William Kuan, head of Marketing and Communications, Roche Diagnostics
The first is attitude. Yes, this is a broad term and ultimately, the ones that stand out to me are positive, constructive and proactive attitudes. Those three characteristics come together to form the 'Holy Grail' in identifying a suitable candidate. Having the right qualifications is key but without the right attitude, no one can deliver to their full potential. People with the right attitude will always have the potential to further develop skills and knowledge because there is the willingness to learn and contribute to the bigger picture. That can be more valuable than a degree alone.
With your Grail in mind, finding the right talent is possible, even in different geographies, because in any interview – be it remote or in person – a truly engaging interaction with the right probing questions will reveal whether the person you are talking to is a good fit. The determining factors for whether a positive attitude is present become more apparent when you delve into the candidate’s experiences; challenges they have faced, opportunities they have embraced or missed, their education – both worldly and formal – and a touch of personal background.
The ‘scenario tactic’ can, in my experience, be quite useful when you are posing your key questions. The scenario tactic involves asking questions that don’t necessarily have a single right or wrong answer. It poses a dilemma to the candidate that requires careful consideration, and the response is always quite telling.

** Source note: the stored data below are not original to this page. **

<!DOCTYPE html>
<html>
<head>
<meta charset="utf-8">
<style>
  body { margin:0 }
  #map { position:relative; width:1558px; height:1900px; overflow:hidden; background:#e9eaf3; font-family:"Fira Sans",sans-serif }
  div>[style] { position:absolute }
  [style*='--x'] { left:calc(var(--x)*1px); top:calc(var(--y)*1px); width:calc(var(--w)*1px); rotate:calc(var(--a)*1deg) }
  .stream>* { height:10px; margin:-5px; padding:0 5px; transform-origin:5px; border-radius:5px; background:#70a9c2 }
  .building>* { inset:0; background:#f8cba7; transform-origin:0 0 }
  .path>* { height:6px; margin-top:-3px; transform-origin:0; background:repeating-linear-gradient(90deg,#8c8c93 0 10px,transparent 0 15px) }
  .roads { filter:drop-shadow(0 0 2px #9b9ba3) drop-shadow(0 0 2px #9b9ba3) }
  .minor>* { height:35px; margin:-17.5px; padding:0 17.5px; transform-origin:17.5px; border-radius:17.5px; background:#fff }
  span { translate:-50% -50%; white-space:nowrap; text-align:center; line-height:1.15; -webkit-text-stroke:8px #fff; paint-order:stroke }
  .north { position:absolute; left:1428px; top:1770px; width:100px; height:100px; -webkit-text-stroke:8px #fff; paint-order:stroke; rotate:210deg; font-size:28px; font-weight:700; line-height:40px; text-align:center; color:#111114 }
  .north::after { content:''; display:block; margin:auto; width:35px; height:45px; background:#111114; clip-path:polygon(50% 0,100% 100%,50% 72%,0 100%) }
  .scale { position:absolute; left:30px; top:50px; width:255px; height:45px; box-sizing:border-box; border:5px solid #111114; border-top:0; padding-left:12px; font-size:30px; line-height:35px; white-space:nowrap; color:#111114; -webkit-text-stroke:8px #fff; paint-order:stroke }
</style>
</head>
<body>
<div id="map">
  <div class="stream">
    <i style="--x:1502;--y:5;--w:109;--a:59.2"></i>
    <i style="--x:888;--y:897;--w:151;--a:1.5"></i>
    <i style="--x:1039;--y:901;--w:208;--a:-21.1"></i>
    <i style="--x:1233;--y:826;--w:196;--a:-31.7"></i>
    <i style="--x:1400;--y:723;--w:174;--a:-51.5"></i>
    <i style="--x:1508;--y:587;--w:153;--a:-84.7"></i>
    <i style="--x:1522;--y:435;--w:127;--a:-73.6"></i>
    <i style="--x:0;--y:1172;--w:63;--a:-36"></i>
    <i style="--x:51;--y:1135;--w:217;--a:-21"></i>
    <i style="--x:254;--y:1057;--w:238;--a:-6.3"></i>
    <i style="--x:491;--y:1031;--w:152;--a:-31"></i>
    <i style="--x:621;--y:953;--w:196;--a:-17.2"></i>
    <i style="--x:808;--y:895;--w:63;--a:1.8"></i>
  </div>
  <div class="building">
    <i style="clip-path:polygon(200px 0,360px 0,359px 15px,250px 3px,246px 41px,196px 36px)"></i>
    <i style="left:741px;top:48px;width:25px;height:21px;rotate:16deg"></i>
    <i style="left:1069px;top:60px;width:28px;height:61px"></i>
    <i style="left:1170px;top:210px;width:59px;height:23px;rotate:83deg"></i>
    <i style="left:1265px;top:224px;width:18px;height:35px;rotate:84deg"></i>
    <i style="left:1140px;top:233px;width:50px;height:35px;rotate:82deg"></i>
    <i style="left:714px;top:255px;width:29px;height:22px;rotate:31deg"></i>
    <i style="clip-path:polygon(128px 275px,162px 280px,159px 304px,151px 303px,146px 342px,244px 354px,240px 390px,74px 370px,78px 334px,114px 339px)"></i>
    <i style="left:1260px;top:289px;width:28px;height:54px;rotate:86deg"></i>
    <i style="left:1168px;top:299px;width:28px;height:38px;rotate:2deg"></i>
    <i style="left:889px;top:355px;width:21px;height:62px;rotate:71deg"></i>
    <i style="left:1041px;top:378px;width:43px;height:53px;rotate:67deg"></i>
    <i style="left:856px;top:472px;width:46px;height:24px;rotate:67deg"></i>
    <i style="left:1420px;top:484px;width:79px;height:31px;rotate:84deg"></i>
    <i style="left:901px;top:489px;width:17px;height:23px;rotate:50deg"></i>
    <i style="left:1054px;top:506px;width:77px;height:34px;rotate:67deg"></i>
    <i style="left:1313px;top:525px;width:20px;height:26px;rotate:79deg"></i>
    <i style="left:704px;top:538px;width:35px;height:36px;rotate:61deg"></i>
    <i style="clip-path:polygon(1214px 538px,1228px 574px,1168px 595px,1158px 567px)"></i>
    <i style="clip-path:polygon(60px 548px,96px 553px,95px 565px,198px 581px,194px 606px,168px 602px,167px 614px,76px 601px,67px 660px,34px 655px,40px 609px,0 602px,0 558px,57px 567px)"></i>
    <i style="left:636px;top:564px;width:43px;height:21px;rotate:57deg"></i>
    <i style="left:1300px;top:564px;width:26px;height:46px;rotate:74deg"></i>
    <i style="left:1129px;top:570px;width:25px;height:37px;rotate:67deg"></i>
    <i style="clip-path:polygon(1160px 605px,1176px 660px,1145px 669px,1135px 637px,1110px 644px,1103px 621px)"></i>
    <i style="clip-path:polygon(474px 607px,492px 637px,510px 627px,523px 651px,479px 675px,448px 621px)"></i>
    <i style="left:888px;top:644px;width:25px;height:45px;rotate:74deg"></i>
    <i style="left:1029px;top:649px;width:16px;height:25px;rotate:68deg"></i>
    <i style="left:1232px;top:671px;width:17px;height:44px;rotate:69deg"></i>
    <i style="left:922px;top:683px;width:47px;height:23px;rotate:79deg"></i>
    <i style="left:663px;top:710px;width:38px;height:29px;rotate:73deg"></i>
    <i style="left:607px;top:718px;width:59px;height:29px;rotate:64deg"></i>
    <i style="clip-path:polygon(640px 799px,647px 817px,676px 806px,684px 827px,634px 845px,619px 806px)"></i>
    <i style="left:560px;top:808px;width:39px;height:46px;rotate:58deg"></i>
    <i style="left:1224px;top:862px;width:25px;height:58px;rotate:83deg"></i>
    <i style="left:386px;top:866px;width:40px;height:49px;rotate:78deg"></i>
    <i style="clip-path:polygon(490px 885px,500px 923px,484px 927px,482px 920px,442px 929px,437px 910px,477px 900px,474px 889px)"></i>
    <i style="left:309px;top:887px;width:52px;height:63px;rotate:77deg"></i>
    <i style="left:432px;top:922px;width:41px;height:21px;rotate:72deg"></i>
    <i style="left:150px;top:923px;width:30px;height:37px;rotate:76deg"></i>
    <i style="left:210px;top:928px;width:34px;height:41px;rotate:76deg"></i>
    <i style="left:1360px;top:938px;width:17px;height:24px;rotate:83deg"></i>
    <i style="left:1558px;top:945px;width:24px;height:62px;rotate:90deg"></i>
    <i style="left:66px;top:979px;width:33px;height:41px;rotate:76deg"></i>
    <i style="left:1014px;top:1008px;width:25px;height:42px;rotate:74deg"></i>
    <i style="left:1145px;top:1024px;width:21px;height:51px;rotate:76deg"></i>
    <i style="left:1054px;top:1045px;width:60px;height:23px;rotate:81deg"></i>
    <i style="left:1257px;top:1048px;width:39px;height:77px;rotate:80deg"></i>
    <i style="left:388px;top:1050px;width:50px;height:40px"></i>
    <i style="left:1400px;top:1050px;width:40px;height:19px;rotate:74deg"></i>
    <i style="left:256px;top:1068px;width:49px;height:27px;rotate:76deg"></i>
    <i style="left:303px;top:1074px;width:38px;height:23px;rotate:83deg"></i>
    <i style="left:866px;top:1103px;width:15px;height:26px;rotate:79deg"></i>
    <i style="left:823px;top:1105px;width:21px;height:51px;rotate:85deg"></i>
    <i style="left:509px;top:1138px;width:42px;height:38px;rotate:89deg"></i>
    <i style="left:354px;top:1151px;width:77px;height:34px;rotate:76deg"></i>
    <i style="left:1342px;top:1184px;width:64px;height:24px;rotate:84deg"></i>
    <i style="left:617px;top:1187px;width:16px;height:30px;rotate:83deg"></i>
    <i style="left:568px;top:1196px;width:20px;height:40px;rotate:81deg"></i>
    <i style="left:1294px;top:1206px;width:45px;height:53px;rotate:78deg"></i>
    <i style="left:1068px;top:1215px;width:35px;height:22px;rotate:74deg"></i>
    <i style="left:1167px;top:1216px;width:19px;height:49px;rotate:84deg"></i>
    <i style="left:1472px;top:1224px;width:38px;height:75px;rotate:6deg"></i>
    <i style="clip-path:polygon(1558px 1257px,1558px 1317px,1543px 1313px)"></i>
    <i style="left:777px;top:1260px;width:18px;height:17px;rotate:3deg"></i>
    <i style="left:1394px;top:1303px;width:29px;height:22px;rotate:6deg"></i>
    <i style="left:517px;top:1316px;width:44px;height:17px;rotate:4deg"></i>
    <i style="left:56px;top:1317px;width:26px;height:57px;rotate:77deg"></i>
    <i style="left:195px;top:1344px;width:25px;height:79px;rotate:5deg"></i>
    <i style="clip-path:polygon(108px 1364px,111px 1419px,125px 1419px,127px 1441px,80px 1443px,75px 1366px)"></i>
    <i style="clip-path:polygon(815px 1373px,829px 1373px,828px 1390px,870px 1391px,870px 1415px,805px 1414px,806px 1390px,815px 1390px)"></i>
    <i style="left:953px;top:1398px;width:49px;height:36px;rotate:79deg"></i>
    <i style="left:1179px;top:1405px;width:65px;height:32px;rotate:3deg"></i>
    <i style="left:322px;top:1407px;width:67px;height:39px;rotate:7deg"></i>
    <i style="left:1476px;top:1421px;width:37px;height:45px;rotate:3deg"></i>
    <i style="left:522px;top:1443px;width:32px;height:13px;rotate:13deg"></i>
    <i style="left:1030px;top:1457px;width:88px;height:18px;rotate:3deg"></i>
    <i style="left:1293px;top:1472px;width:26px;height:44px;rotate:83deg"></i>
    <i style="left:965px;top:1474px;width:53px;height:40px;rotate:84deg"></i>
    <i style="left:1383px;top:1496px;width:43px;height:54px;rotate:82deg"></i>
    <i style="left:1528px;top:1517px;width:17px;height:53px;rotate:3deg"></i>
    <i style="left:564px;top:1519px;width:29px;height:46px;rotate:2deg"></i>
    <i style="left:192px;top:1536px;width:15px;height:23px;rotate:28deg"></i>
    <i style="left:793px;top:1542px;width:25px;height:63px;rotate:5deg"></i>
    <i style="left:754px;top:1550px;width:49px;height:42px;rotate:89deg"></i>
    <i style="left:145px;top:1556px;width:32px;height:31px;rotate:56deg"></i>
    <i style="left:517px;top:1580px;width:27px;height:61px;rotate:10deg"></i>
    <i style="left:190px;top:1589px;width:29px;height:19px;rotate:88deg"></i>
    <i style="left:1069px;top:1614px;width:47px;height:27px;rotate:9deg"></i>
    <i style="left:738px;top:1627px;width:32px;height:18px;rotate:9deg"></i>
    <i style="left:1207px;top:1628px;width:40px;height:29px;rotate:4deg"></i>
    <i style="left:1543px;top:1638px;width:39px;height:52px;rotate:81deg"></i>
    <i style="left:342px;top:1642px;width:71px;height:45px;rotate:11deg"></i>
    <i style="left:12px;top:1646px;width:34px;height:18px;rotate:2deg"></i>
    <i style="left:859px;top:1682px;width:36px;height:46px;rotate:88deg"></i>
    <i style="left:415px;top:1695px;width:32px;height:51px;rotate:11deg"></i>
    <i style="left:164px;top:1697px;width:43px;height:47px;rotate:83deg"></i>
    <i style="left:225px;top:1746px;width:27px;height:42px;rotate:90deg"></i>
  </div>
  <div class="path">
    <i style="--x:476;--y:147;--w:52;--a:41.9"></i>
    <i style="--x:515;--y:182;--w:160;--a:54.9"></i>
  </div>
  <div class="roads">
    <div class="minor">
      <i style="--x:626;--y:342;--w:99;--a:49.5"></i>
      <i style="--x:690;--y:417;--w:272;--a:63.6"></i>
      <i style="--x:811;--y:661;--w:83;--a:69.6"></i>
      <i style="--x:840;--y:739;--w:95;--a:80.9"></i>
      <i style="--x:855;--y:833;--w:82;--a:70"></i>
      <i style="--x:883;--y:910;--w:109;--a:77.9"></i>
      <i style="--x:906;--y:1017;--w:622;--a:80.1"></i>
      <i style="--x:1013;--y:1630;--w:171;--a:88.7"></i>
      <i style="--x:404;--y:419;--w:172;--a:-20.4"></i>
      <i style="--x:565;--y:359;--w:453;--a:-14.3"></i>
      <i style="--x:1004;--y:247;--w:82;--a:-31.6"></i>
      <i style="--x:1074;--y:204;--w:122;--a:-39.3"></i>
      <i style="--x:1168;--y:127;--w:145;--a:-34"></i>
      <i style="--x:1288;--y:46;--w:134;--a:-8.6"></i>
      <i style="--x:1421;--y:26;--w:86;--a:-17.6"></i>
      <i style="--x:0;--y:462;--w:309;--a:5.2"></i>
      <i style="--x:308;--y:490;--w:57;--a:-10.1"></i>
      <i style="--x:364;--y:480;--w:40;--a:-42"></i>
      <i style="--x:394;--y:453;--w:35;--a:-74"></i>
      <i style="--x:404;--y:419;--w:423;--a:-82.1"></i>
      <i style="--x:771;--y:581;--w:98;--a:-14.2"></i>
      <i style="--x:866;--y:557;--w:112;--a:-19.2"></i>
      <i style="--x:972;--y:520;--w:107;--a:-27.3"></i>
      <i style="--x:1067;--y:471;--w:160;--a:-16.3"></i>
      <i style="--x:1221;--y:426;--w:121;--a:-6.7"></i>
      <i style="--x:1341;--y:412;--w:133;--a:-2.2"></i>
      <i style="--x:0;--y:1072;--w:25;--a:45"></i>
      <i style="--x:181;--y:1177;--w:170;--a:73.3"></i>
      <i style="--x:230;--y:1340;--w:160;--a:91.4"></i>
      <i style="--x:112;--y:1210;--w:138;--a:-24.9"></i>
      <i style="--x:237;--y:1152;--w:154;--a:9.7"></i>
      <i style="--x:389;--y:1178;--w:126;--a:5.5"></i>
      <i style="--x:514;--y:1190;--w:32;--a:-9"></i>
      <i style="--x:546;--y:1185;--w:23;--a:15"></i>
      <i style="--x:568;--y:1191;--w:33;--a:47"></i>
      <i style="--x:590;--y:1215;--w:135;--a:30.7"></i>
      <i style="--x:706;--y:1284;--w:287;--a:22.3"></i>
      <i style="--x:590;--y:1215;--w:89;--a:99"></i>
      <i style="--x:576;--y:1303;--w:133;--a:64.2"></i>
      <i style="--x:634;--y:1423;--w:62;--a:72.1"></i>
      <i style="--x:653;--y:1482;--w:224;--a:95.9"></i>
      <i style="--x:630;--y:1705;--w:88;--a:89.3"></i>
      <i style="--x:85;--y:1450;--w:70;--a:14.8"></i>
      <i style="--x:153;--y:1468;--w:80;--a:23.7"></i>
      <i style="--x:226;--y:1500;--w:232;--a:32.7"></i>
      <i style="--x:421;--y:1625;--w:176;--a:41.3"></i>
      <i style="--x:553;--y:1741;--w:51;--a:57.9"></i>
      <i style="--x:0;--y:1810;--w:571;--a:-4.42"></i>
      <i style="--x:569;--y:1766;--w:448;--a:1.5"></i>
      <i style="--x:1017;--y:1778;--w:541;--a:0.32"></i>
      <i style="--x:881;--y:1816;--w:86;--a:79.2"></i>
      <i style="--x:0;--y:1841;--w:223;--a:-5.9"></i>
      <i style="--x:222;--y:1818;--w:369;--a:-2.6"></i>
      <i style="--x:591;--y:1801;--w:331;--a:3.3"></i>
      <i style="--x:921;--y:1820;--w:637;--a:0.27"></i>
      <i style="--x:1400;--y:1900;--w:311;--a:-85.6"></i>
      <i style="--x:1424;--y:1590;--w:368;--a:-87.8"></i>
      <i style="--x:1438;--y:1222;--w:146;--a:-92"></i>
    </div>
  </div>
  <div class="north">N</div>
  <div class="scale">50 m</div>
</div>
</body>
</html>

These types of questions examine critical thinking capacity and the candidate’s ability to ask pertinent questions back at the interviewer. You might ask something along the lines of, ‘If you were to choose between saving the lives of a thousand people or significantly improving the lives of a million people in misery, what would you do?’ This is a question that requires a lot of unpacking. The candidate may want to know who exactly the thousand are; why they might be important versus the million, etc. It’s an open question and any answer gives the opportunity for the candidates to showcase their logical thinking, innate problem-solving ability and empathy with the situation.
On the flipside, there are obviously a few red flags that one should always be on the lookout for when vetting a candidate. First, anyone who doesn’t listen and engage is generally not a good bet. Working in a team requires high ability to collaborate with others. Secondly, the willingness to take responsibility and ownership when posed with a relevant business scenario is key. In my experience, successful team members are usually those that want to be part of a solution and proactively accept the challenges. And finally, ethics is a must-have. This can be hard to gauge in initial meetings but with a dilemma question or two, scenarios can be quite revealing. If integrity is truly present, they will likely embrace the question and elaborate on the answer.
Any interview is just a subset of potentially upcoming normal interactions, and if the interview is going well for both parties, it should be a taste of positive interactions to come. No matter where your candidates are – whether they are in front of you or on the other side of a computer screen – if the Holy Grail is there, it will reveal itself. One just needs to encourage it to come out.”